Bem, por que não? Posso dizer que o estado de coisas identificado
consiste de ter a relação "não estar na” com a minha sala de estar, nesse
instante. Isso pode parece estranho se pensarmos no “não estar em algum lugar”
como uma espécie de falta, mas se pensarmos na relação de "estar em" entre
duas coisas, poderíamos pensar também na negação dessa relação: a não tem
a relação de “está em" com b. “Não estar na minha sala de estar” é uma relação
tão “real” com a sala de estar quanto a relação de “estar na sala de estar”. Da
mesma forma, dizer que nada instancia a propriedade de “ser um elefante no
meu estúdio agora” é dizer que tudo instancia a propriedade de "não ser um
elefante em meu estúdio agora”. Isso é essencialmente ideia de Platão, parece-
me.
Platão identificou fortemente a verdade com a realidade; o que é verdade
é o que é, o que é real. Suas formulações variam um pouco, mas elas sempre
sugerem essa correlação estrita entre verdade e ser. Às vezes a sugestão é de
uma identificação entre o Ser e a Verdade, diretamente. Outras vezes sua
sugestão vai mais nas linhas de um acordo ou relação de compatibilidade. Isto
é o que o levou a um exame detalhado do problema da falsidade. A falsidade é
uma atribuição de realidade ao que não é real? Seria a falsidade possível então?
Sua conclusão foi a de que o não-ser que está envolvido na falsidade não é uma
expressão do que não é real, em sentido literal, e não torna a falsidade
impossível ou sem sentido.
Os exemplos de Platão de uma afirmação verdadeira e de uma afirmação
falsa são: "Teeteto está sentado" e "Teeteto está voando". Em ambos os casos
há um sujeito (Teeteto). Além disso, em ambos os casos propriedades que são
atribuídas a sujeitos no mundo normalmente (sentado, voando) estão
envolvidas. O primeiro enunciado é verdadeiro, porque afirma coisas de Teeteto
que são (sentando) como são - Teeteto está sentado. A segunda afirmação é
falsa porque afirma sobre Teeteto coisas que são (voando) como elas não são -
Teeteto não está voando. O não-ser que está envolvido na falsidade do
enunciado pode ser pensado como uma falta de ajuste (ou combinação) de
Teeteto com a propriedade “voar”. Esta falta de ajuste é algo, no entanto, porque
pode ser expressa pela afirmação de que Teeteto não está voando, e "não voar"

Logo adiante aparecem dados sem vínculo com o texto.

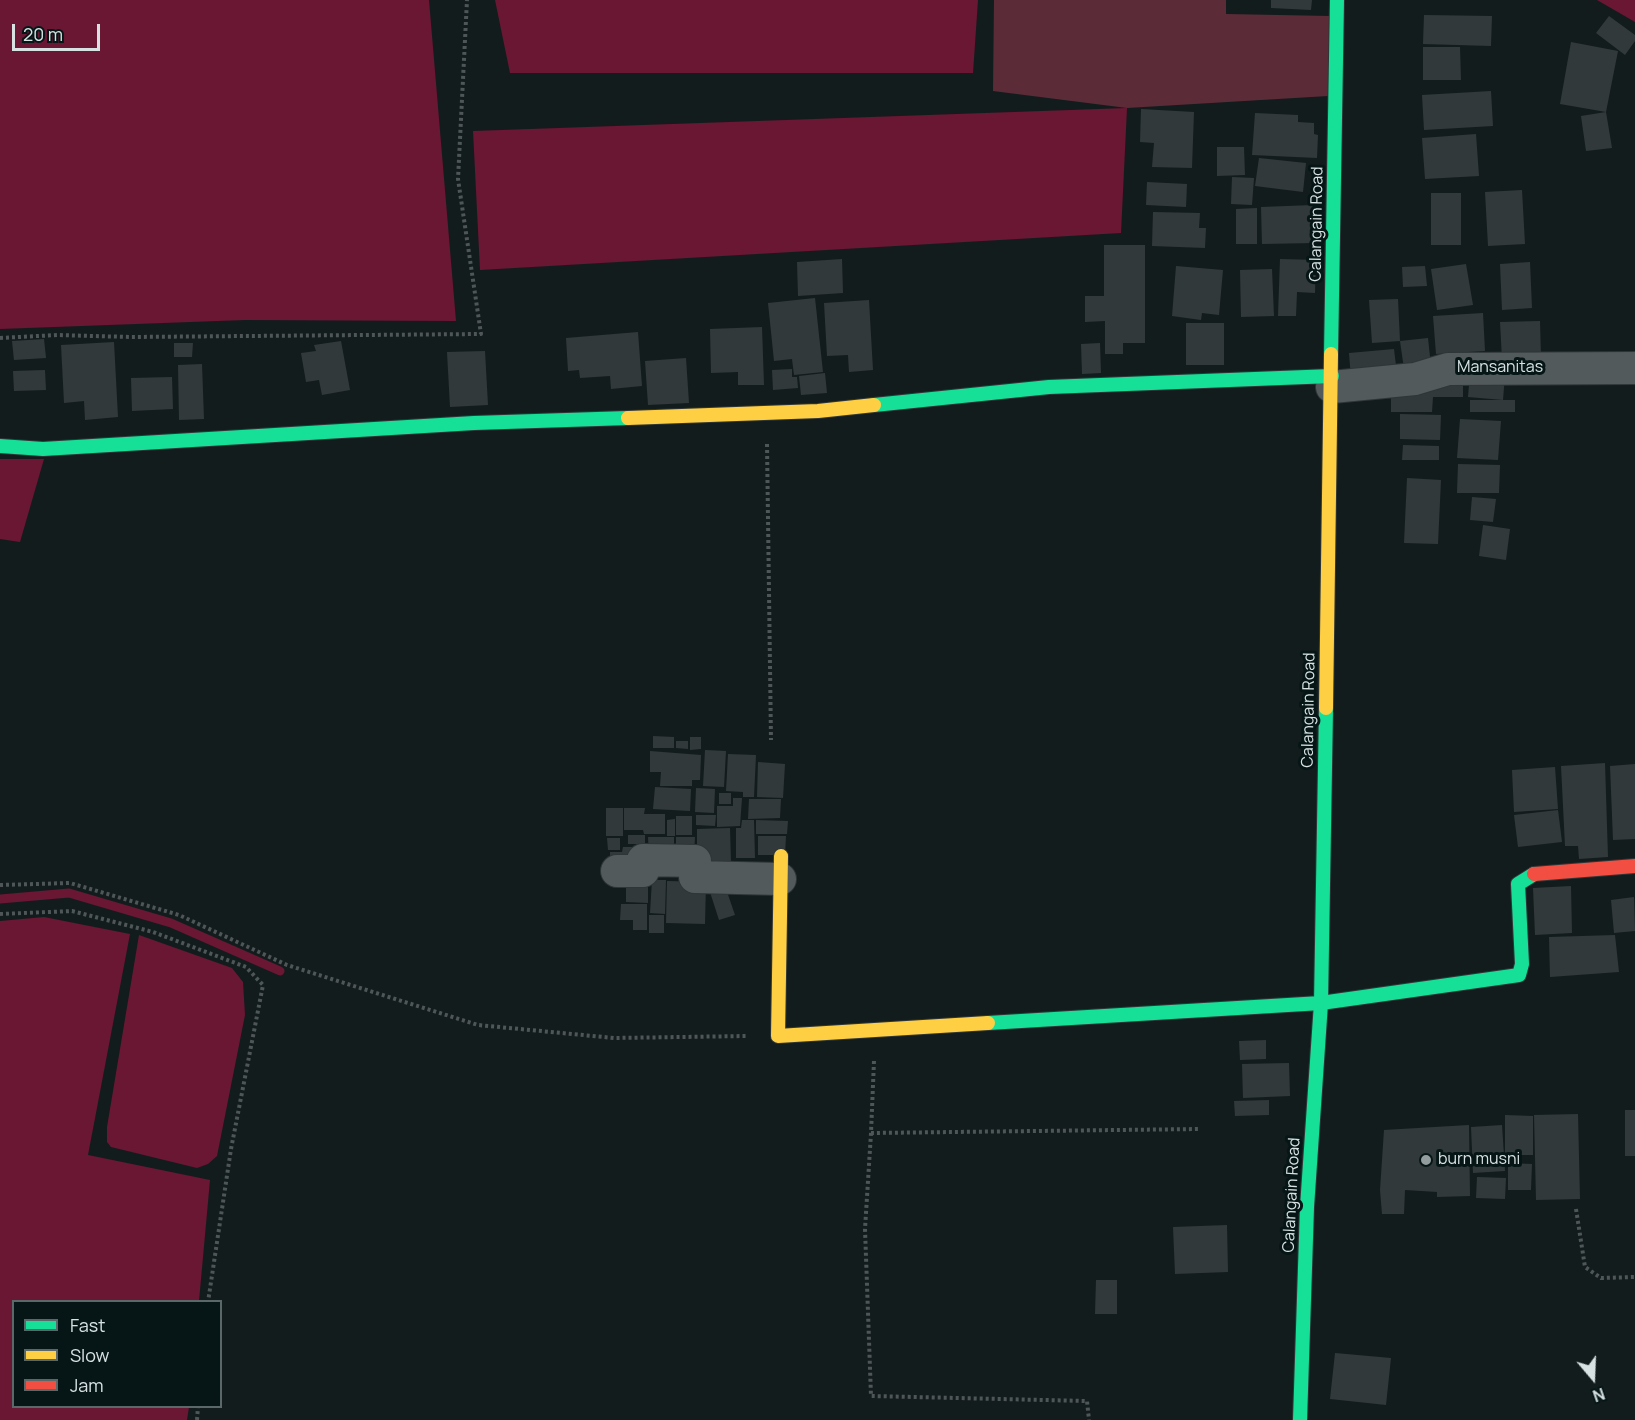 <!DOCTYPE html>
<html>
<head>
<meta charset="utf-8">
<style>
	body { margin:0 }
	#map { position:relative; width:1635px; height:1420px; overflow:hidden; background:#131c1d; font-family:Manrope,sans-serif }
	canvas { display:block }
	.legend { position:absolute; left:12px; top:1300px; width:210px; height:108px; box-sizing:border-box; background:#061617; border:2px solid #5a6869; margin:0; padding:8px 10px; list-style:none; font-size:18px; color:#d8e2e3 }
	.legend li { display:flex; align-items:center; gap:12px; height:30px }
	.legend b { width:30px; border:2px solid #5a6869 }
	.north { position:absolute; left:1563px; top:1348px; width:60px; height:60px; -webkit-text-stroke:4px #061617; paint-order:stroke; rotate:161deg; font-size:16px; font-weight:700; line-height:24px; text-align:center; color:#d8e2e3 }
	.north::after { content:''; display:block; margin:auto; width:21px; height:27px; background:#d8e2e3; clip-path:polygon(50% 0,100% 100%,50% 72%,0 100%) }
	.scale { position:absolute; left:12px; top:24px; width:88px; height:27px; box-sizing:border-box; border:3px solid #d8e2e3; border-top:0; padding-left:8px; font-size:18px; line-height:21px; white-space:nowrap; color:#d8e2e3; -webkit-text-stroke:4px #061617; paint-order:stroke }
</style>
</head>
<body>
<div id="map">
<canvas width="1635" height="1420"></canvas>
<ul class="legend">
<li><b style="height:8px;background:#16e098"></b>Fast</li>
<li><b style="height:8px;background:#ffcf43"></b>Slow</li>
<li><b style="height:8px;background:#f24e42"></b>Jam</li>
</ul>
<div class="north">N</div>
<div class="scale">20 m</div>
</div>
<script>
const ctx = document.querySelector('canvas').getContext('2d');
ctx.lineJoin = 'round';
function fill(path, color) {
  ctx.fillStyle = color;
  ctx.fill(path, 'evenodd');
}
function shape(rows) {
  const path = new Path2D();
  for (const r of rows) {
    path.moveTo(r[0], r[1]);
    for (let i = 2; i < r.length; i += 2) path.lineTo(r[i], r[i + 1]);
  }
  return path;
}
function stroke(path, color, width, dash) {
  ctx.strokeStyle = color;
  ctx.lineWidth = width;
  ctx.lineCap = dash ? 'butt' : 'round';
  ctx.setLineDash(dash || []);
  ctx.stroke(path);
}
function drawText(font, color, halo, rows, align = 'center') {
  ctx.font = font + ' Manrope,sans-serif';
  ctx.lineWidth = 6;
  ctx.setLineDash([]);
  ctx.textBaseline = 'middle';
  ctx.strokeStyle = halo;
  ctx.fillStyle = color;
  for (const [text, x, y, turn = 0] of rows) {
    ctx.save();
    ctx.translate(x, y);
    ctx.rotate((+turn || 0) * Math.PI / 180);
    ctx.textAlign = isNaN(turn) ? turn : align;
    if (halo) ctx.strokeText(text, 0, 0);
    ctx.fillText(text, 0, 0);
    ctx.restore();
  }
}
const green = shape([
	[994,0,1226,0,1226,14,1330,16,1328,96,1127,108,993,91]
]);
const water = shape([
	[0,0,429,0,456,321,245,320,0,329],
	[495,0,978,0,973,73,510,73],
	[1597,0,1635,0,1635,22],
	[1127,108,1121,233,480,270,473,131],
	[0,459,44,459,20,542,0,539],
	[44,917,130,934,88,1155,210,1180,199,1301,14,1302,14,1406,189,1407,187,1420,0,1420,0,921],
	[139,935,232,968,243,982,245,1015,217,1156,208,1164,197,1168,111,1147,107,1142,107,1127]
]);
const stream = shape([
	[0,899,69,893,171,923,280,971]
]);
const building = shape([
	[1271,0,1312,0,1311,10,1271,8],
	[1424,15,1492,16,1491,46,1423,44],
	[1609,16,1635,35,1635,41,1625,55,1596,33],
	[1571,42,1618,51,1606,112,1612,148,1586,151,1581,116,1606,112,1560,104],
	[1423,47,1460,47,1461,80,1423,80],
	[1491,91,1493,126,1424,130,1422,95],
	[1141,109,1194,112,1192,168,1152,167,1154,143,1140,142],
	[1255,113,1298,115,1298,122,1314,123,1314,134,1318,135,1317,158,1252,155],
	[1476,134,1479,176,1425,179,1422,138],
	[1217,147,1244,147,1245,175,1217,176],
	[1259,158,1306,163,1303,192,1255,186],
	[1232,177,1254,178,1252,205,1231,204],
	[1147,182,1187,184,1186,207,1146,205],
	[1522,190,1525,244,1488,246,1485,192],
	[1431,193,1461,193,1461,245,1431,245],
	[1313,205,1314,243,1262,244,1261,207],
	[1257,208,1257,244,1236,244,1236,209],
	[1153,212,1200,213,1199,228,1206,228,1205,248,1152,246],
	[1104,245,1145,245,1145,343,1123,343,1123,354,1105,354,1105,321,1085,322,1085,296,1104,296],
	[842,259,843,293,798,296,797,262],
	[1280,259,1316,260,1315,293,1297,292,1296,316,1278,316],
	[1530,262,1532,308,1502,310,1500,264],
	[1466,264,1473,305,1437,310,1431,269],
	[1176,266,1223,270,1219,315,1202,313,1201,320,1172,316],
	[1425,266,1427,286,1403,287,1402,267],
	[1272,269,1274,316,1241,317,1240,270],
	[815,298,823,372,794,375,792,359,774,361,768,303],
	[1398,299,1400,341,1372,343,1369,300],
	[869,300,873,370,849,372,848,355,827,356,824,303],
	[1483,313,1485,351,1436,354,1433,316],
	[1540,321,1541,357,1502,359,1500,322],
	[1186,323,1224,323,1224,365,1186,365],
	[762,327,764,385,738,385,738,372,711,373,710,329],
	[638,332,642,386,611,389,610,376,580,378,579,370,568,371,566,338],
	[1428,338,1431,366,1404,369,1400,341],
	[44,339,46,358,14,360,12,341],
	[341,341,350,390,322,395,319,380,306,382,301,353,316,351,314,345],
	[114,342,118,417,85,420,84,401,64,403,61,345],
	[174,343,193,343,192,357,174,357],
	[1100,343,1101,373,1082,374,1081,344],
	[1394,349,1397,374,1351,379,1349,353],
	[485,351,488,405,450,407,447,352],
	[686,358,689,403,648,405,645,361],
	[202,364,204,419,179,420,178,365],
	[792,369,792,377,797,377,798,388,773,390,772,370],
	[45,370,46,390,14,391,13,371],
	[825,373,827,393,801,395,799,376],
	[1470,373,1505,375,1503,400,1468,397],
	[1433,374,1463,374,1463,397,1433,397,1432,412,1391,412,1391,390,1433,391],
	[172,377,173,409,132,411,131,378],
	[1470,400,1515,400,1515,412,1470,412],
	[1400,414,1441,415,1440,440,1400,439],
	[1460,419,1501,421,1498,460,1457,458],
	[1403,445,1439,446,1439,460,1402,460],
	[1458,464,1500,465,1499,493,1457,493],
	[1407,478,1441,480,1438,544,1404,543],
	[1472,497,1496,499,1493,522,1470,520],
	[1483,525,1510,529,1506,560,1479,556],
	[653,736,674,737,674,748,653,748],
	[690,737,701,737,701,749,690,750],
	[676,741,688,741,688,749,676,748],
	[705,750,726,751,724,787,703,786],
	[650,751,701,755,700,780,692,780,692,786,660,786,661,772,650,772],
	[728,754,756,755,754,797,743,797,743,792,726,791],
	[758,762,785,764,783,798,757,797],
	[1605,763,1608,857,1579,859,1578,846,1565,846,1561,766],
	[1635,764,1635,839,1613,840,1610,766],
	[1555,767,1558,809,1514,812,1512,770],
	[655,787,691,789,690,811,653,809],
	[696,788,715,789,714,813,695,812],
	[719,793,731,793,731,804,719,804],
	[733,798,742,798,740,826,717,827,717,806,733,806],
	[749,799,781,799,780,818,748,819],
	[606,808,623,808,623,836,606,836],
	[624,808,645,808,644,814,665,814,665,834,644,834,643,830,624,830],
	[1558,810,1562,842,1518,847,1514,815],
	[696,815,716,815,715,826,696,825],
	[676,816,692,816,692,835,676,835],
	[675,819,675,836,667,836,667,820],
	[742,820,754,820,755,858,736,858,736,828,741,828],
	[756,820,788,821,787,834,756,834],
	[730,828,731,863,697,864,697,829],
	[628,835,645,835,645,844,628,844],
	[758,836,786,836,785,855,758,855],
	[648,837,674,837,674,857,649,857],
	[676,837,695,837,694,855,676,855],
	[607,838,620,838,620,850,608,850],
	[623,847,637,847,636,865,610,865,610,852,622,852],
	[626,876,648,877,648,903,626,902],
	[652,880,666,880,665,914,650,913],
	[667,881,706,882,705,924,666,923],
	[724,883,735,915,719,920,709,889],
	[1571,886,1572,933,1535,935,1533,888],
	[1634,897,1635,931,1614,933,1611,900],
	[621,904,647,904,647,930,633,930,633,920,620,920],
	[649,915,664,915,664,933,649,933],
	[1615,935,1619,972,1550,977,1549,937],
	[1266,1040,1266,1059,1240,1060,1239,1041],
	[1289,1063,1290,1096,1243,1098,1242,1064],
	[1269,1100,1269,1115,1235,1116,1234,1101],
	[1625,1110,1635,1110,1635,1156,1625,1156],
	[1578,1114,1580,1199,1536,1200,1534,1115],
	[1505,1115,1533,1116,1533,1155,1505,1155],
	[1469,1125,1470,1196,1437,1197,1437,1192,1405,1190,1404,1214,1382,1214,1380,1190,1384,1130],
	[1502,1125,1505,1171,1473,1173,1471,1127],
	[1508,1163,1532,1164,1531,1190,1508,1190],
	[1477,1177,1506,1178,1505,1199,1476,1198],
	[1227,1225,1228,1272,1175,1274,1173,1227],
	[1096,1280,1117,1280,1117,1314,1095,1314],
	[1335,1353,1391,1358,1386,1405,1330,1399]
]);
const path = shape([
	[0,338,57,335,131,337,481,334,458,179,467,0],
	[767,444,771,740],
	[0,885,70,883,179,915,287,965,478,1025,614,1038,747,1036],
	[0,914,72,911,153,932,246,967,263,985,231,1149,208,1302],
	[874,1061,871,1133,1200,1129],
	[871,1133,865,1229,871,1396,1087,1401,1089,1420],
	[1576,1209,1585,1267,1601,1278,1635,1277],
	[197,1420,198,1406]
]);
const street = shape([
	[1332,387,1415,379,1448,369,1635,368],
	[617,871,643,871,643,860,695,861,695,877,780,879]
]);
const fast = shape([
	[1331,354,1337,0],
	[874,405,1049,387,1332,376],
	[0,446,43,449,474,423,628,418],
	[988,1023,1321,1003,1519,975,1522,964,1518,884,1534,874],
	[1300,1420,1307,1207,1321,1003,1326,708]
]);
const slow = shape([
	[628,418,818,411,874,405],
	[1326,708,1331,354],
	[781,856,778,1036,988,1023]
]);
const jam = shape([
	[1534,874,1635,866]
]);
const markers = [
	[1426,1160,6,"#939d9e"]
];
const streetNames = [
	["Calangain Road",1317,224,-89],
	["Mansanitas",1500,368],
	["Calangain Road",1309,710,-89],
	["Calangain Road",1292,1195,-87]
];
const poiNames = [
	["burn musni",1438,1160]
];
fill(green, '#5b2c38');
fill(water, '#691733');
stroke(stream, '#691733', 9);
fill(building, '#32393a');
stroke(street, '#2f3637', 34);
stroke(fast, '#2f3637', 16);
stroke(slow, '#2f3637', 16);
stroke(jam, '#2f3637', 16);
stroke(path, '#4f5657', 4, [3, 3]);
stroke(street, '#535a5b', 32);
stroke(fast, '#16e098', 14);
stroke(slow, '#ffcf43', 14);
stroke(jam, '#f24e42', 14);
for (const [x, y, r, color] of markers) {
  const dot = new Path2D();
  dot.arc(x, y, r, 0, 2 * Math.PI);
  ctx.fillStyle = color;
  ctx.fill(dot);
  stroke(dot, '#061617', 2);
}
drawText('16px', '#d8e2e3', '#061617', streetNames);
drawText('16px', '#d8e2e3', '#061617', poiNames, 'left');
</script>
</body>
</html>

é uma propriedade “real” (que pode ser atribuída a sujeitos no mundo). Segundo
essa abordagem, a falsidade da afirmação de que Teeteto está voando é
explicada pela verdade da afirmação de que Teeteto não está voando.
A solução de Platão pressupõe que a descrição feita por afirmações se
devam às conexões entre os vários termos (singular e geral) que compõem a
afirmação com aspectos da realidade2. A afirmação de que Teeteto está sentado
descreve a realidade no sentido em que diz do que é (Teeteto, sentado) que é
assim e assim. O assim e assim é a participação de Teeteto na forma “Sentado”,
que é de fato um aspecto da realidade - e uma característica do Teeteto. Assim,
o enunciado descreve o que é como é e é verdadeiro. A afirmação de que
Teeteto está voando também descreve a realidade no sentido em que diz do que
é (Teeteto, voando) que é assim e assim. O assim e assim é a participação de
Teeteto na forma “voando”, que neste caso não é um aspecto da realidade.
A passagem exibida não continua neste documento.